As explained by the court in In the Matter of C.G., supra, in order to comply with Juv. R. 29(D), the court must perform an on-the-record exchange with the party to determine whether his or her admission is knowing, intelligent and voluntary. Substantial compliance, rather than strict compliance, with the rule is required. In the Matter of C.G. at ¶ 14. *Page 13
{¶ 24} A review of the transcript from the adjudicatory hearing reveals that although the juvenile court did engage in an on-the-record colloquy with Appellant, it failed to advise her, in accordance with Juv. R. 29(D)(2), that "by entering an admission [she] is waiving the right to challenge the witnesses and evidence against [her], to remain silent, and to introduce evidence at the adjudicatory hearing." Thus, substantial compliance with the rule was not accomplished. Nonetheless, because Appellant did not timely appeal these deficiencies, she has waived the argument for purposes of appeal. Accordingly, we are without jurisdiction to consider her argument and we must, therefore, overrule her first assignment of error.
{¶ 25} In her second assignment of error, Appellant contends that she was denied due process by the failure of RCJFS to make reasonable reunification efforts. Specifically, Appellant contends that "reasonable reunification efforts include investigating potentially suitable relative placements." In support of her argument, Appellant relies on a recent holding by the Supreme Court of Ohio in In re C.F.,113 Ohio St.3d 73, 2007-Ohio-1104, 862 N.E.2d 816, as well as R.C. 2151.419. Appellee counters by arguing that the record reflects that RCJFS explored relative placement and concluded there were no willing or appropriate relatives with which to place the child. We agree with Appellee. *Page 14
{¶ 26} We initially address the issue of whether or not RCCS had a duty to make reasonable reunification efforts in a permanent custody case.
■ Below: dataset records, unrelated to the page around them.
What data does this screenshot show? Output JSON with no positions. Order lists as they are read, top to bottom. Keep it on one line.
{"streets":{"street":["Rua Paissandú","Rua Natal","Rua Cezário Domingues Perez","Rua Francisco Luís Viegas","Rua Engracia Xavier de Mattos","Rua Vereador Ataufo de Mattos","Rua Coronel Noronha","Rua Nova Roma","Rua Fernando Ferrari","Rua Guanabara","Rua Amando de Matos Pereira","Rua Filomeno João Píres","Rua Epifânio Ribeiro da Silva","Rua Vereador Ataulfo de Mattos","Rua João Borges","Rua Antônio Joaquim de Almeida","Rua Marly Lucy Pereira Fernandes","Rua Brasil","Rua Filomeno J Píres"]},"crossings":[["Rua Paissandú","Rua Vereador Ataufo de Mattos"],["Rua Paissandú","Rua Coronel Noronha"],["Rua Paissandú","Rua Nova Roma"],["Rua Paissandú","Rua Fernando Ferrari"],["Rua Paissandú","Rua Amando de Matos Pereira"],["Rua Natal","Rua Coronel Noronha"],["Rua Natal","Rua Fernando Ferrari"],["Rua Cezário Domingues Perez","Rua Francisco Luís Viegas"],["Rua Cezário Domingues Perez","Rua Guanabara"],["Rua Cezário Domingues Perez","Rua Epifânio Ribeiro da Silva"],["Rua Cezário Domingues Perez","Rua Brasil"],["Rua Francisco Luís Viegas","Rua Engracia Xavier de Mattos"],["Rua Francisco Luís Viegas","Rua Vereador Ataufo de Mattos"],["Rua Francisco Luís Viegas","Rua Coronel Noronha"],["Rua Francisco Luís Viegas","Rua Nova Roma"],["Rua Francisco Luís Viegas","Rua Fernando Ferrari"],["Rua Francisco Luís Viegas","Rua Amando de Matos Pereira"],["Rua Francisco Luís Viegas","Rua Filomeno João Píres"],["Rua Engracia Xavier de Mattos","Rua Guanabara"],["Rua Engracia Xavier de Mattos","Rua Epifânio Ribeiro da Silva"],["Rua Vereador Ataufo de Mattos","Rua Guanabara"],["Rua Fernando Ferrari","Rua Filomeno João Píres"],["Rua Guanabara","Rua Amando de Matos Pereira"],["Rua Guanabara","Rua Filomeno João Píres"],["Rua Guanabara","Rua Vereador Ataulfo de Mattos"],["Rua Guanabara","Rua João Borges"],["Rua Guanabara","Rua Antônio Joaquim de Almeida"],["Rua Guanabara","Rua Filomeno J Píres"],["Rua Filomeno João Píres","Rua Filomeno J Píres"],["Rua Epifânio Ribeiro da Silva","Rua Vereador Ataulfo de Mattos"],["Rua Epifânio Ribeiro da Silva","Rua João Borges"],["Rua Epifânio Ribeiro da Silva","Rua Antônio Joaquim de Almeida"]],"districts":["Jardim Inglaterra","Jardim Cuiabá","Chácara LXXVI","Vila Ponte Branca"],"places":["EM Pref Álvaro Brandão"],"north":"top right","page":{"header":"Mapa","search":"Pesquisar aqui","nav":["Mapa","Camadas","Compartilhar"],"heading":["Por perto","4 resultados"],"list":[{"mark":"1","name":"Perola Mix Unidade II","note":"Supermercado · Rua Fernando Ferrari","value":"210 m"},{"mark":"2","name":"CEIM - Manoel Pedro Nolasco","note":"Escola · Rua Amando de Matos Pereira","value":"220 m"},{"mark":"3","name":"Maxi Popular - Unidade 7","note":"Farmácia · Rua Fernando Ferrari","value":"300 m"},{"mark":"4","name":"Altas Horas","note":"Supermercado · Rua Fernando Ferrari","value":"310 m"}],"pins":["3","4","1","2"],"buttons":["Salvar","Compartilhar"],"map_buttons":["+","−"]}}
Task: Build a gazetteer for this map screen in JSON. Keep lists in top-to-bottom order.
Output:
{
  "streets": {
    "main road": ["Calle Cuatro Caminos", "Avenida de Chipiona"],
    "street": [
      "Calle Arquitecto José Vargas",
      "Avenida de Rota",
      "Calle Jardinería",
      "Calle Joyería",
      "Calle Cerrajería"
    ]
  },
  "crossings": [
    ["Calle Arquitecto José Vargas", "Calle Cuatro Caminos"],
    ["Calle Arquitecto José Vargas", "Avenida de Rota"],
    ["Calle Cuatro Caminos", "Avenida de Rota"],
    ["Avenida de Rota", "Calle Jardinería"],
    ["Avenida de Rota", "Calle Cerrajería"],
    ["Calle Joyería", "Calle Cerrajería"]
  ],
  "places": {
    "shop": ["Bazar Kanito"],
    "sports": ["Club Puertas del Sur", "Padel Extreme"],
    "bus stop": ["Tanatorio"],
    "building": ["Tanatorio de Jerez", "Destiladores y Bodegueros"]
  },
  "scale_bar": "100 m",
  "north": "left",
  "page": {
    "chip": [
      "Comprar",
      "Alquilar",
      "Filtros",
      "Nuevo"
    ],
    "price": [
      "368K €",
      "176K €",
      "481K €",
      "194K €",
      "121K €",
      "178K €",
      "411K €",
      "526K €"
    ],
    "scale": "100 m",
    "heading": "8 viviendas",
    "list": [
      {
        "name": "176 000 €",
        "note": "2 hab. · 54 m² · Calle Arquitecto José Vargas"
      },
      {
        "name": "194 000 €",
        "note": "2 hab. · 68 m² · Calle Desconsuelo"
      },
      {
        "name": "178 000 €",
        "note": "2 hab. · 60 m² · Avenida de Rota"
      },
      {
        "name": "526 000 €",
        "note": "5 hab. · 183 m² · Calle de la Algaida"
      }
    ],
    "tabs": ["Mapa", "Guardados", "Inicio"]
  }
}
The Supreme Court of Ohio has held that "except for some narrowly defined statutory exceptions, the state must make reasonable efforts to reunify the family before terminating parental rights. If the agency has not already proven reasonable efforts, it must do so on a motion for permanent custody. However, the specific requirement to make reasonable efforts that is set forth in R.C.2151.419(A)(1) does not apply in an R.C. 2151.413 motion for permanent custody." In re C.F. at ¶ 4. Thus, Appellant's reliance on R.C. 2151.419 is misplaced.
{¶ 27} Appellant claims that "the sister of appellant was known to RCJFS, yet the agency took no action to investigate this potential relative placement. Appellant further claims that "appellant's sister sought out RCCS, but was summarily and arbitrarily rebuffed by a caseworker who had already made up her mind that the child's best interests required permanent custody." A review of the record reveals that Appellant's sister contacted RCJFS and actually visited with the child weekly for a short period of time. However, during the time Appellant's sister was visiting with the child, Appellant's visitation with the child was sporadic and then completely stopped for a period exceeding ninety days. Based upon these facts, *Page 15 caseworker Teresa Babb testified that "our agency did not feel that it is in Brandon's best interest just to be placed in the legal custody, that we needed to terminate parental rights." In trying to explain her decision, Babb also testified that she explained to Appellant's sister that the agency "was not in favor of just allowing or asking the Court to place B.D. in her legal custody [because they] thought it would be better to try to terminate parental rights because [they] were not having contact with Brittany." Once this was explained to Appellant's sister, she stopped visiting with the child.
{¶ 28} In light of this testimony, we believe that RCJFS made satisfactory reunification efforts with respect to an attempted relative placement. The trial court found that no relative placement was available for the child, that the child needs and deserves a legally secure permanent placement, the child is adoptable and has the potential for secure permanent placement, and the child is unlikely to ever have a secure permanent placement without permanent custody being granted to the agency. In light of the foregoing testimony by Babb regarding relative placement, combined with the evidence in the record that the child had been in the temporary custody of RCJFS for 12 or more months of a consecutive 22 month period, that the child's father had abandoned him and that the child's mother had gone more than 90 days without contacting him, which also constitutes *Page 16 abandonment4, we believe that the trial court could properly conclude that RCJFS had made reasonable efforts in trying to investigate relative placement.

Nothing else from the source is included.